The quality of satellite imagery is continually improving through updated geostationary weather satellites. The latest generation, launched globally between 2014 and 2022, has delivered an increase of around 2x in spatial resolution, 3 – 6x in temporal resolution, and 3x in spectral resolution. That equates to a remarkable 20 – 30x improvement overall.

To generate a complete solar irradiance picture, Solcast combines satellite images with other weather inputs such as atmospheric pressure, water vapour, aerosols and ozone, and surface reflectivity (albedo). Combining this network of global data sources allows the generation of a solar specific data set, turning the nightly news weather forecast into a solar-specific accurate forecast suitable for the renewable energy industry. As the industry continues to grow, new innovative applications are being developed on top of a solar specific data stack, enabling the organisations that are working to capture the weather as the new fuel.

Building accuracy through intelligent models

When it comes to solar applications, the fine resolution detail of clouds, aerosols, and terrain can have large effects on the accuracy of irradiance data. Therefore, Solcast’s team have focused on investing significant time and resources into building models running at native satellite resolution. Excluding oceans, this 1 – 2 km resolution results in about 100 million points around the world where the company’s data is updated every five or 10 minutes. That is up in the tens of billions of updates and forecasts each day. By comparison, the global weather forecast models that traditional existing forecasts use only update twice per day and at only about 10 – 20 km resolution, resulting in more than 1000 times less updates and forecasts per day.

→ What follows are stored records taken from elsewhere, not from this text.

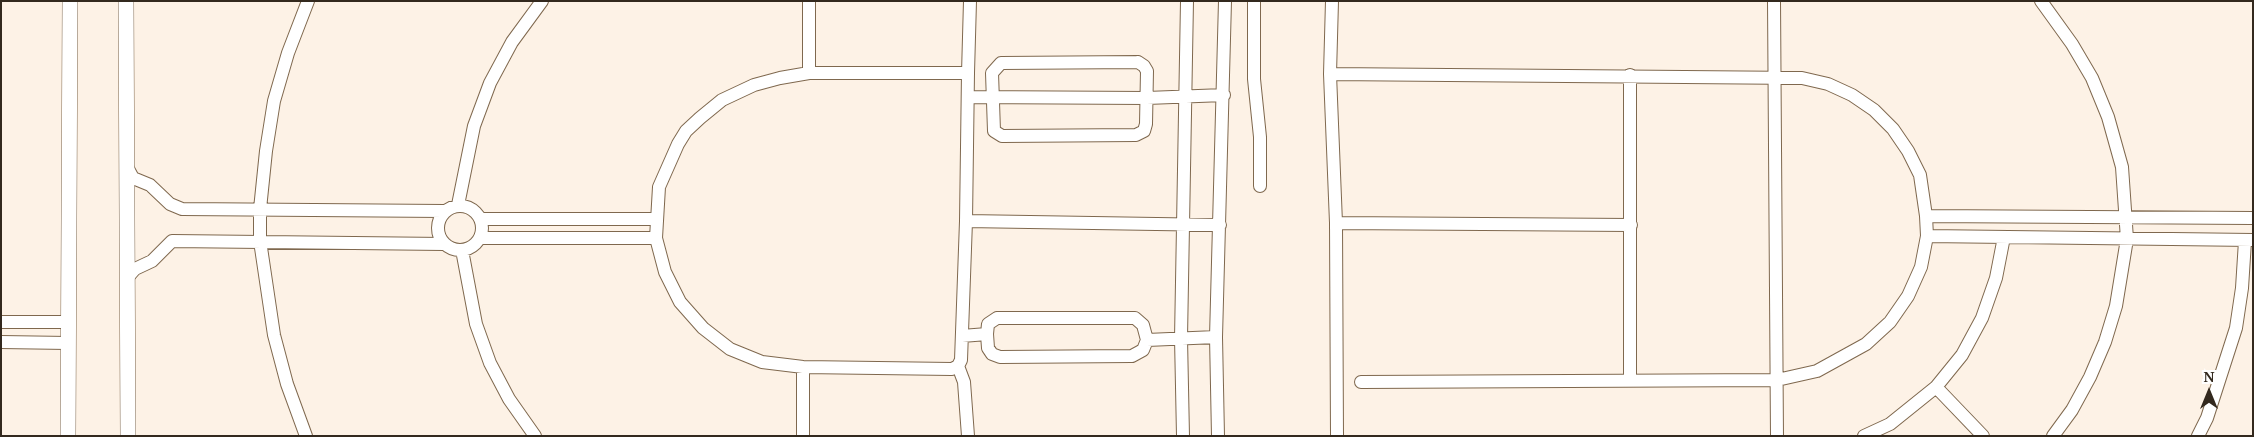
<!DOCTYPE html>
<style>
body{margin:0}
#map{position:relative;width:2254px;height:437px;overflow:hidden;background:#fdf2e6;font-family:"Noto Serif",serif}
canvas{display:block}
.frame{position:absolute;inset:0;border:2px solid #33291e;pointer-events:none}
.north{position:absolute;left:2184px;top:367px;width:50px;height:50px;-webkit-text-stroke:4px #fff;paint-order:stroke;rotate:0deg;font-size:14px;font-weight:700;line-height:20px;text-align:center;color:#33291e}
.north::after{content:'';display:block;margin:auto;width:18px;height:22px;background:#33291e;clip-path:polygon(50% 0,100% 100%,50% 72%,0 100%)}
</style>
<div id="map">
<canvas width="2254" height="437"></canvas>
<div class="frame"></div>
<div class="north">N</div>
</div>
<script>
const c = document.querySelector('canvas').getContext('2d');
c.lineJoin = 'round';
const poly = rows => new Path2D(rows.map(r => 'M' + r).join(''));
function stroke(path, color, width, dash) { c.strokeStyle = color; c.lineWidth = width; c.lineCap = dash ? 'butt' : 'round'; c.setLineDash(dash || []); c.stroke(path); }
const minor = poly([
 [1254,1,1254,79,1260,137,1260,186],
 [1332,1,1330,74,1336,223,1631,225],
 [1774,1,1777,436],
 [2041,1,2072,44,2092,78,2108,117,2122,167,2127,239,2116,306,2105,342,2090,377,2072,410,2053,436],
 [1138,62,1144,66,1147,71,1146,124,1144,131,1136,135,1002,136,994,131,992,73,1001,63,1138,62],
 [809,73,809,1],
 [968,73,809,73,780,78,754,85,722,100,700,118,686,131,678,144,659,187,656,238,665,272,680,302,703,328,730,349,762,362,803,367,952,369,958,366,961,360,966,221,968,73,970,1],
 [1330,74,1802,78,1828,84,1852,95,1874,110,1893,129,1908,151,1920,175,1926,216,1927,236,1921,267,1908,296,1890,322,1866,344,1817,371,1777,380,1361,382],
 [1630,75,1630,380],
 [968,97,1147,98,1224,95],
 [126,165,133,178,150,185,170,204,182,209,444,211],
 [458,205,474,126,490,83,512,42,542,1],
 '438 228a22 22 0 1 1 44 0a22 22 0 1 1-44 0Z',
 [1926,216,2253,218],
 [481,219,656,219],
 [966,221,1220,225],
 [1336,223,1337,436],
 [1927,236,2253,240],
 [481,238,656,238],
 [462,250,476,324,490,363,509,399,535,436],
 [128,277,135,269,152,261,172,241,444,244],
 [997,318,1135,318,1143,325,1147,340,1143,350,1132,356,1000,357,992,354,988,348,987,334,988,324,997,318],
 [1,322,68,322],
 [962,336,987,334],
 [1147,340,1216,337],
 [1,342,68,343],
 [958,366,964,382,968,436],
 [803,367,803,436],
 [1936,387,1983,436],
 [306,436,287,384,274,335,260,241,260,209,266,151,274,101,288,53,308,1],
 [1183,436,1181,338,1187,1],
 [1218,436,1216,337,1225,1],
 [1864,436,1890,424,1936,387,1962,355,1982,318,1996,278,2004,237],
 [2198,436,2207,418,2236,328,2242,288,2245,241]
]);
const tertiary = poly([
 [126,1,128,436],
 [68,436,70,1]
]);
stroke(minor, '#7f684e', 14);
stroke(tertiary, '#7f684e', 16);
stroke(minor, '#fff', 12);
stroke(tertiary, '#fff', 15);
</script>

In addition to precise cloud tracking, an accurate model requires the modelling of the physical characteristics of clouds. Models that interpolate between satellite imagery makes clouds ‘fuzzy’, which does not reflect how they alter irradiance. Instead, Solcast’s 3D cloud modelling helps to more accurately understand (and predict) how clouds form, move, and behave.

Beyond clouds, various other factors can also influence solar generation. To achieve the accuracy levels suitable for the solar industry, the company utilises a range of inputs, models, and algorithms to forecast irradiance with industry-leading accuracy. For example, it has created various models to track local aerosols such as pollution, dust, salt, smoke, and ash. Aerosol modelling is particularly valuable in desert and semi-desert regions, where atmospheric dust often surpasses clouds as the primary determiner of solar irradiance. Aerosols are also prevalent in highly urbanised countries like China and India, where emissions from industry, transport, and agriculture cause high levels of air pollution. The impacts of aerosols on irradiance were seen throughout 2023 in North America, where strong winds carried smoke from Canadian wildfires hundreds of kilometres and impacted solar generation far from its origin (Figure 2).

For a complete irradiance picture, Solcast also tracks the reflectivity of Earth’s surface, known as albedo. Specific models analyse satellite images to separate clouds from the ground, which is particularly important in snowy or sandy regions.

Overall, the methodology for arriving at a single metric like global horizontal irradiance (GHI) requires a ‘clear sky’ model that considers aerosols, water vapour, air pressure, elevation, and albedo, and then subtracts terrain and cloud effects. By processing 600 million global forecasts every hour, Solcast can generate accurate estimates – up to 14 days ahead – for almost every location on Earth.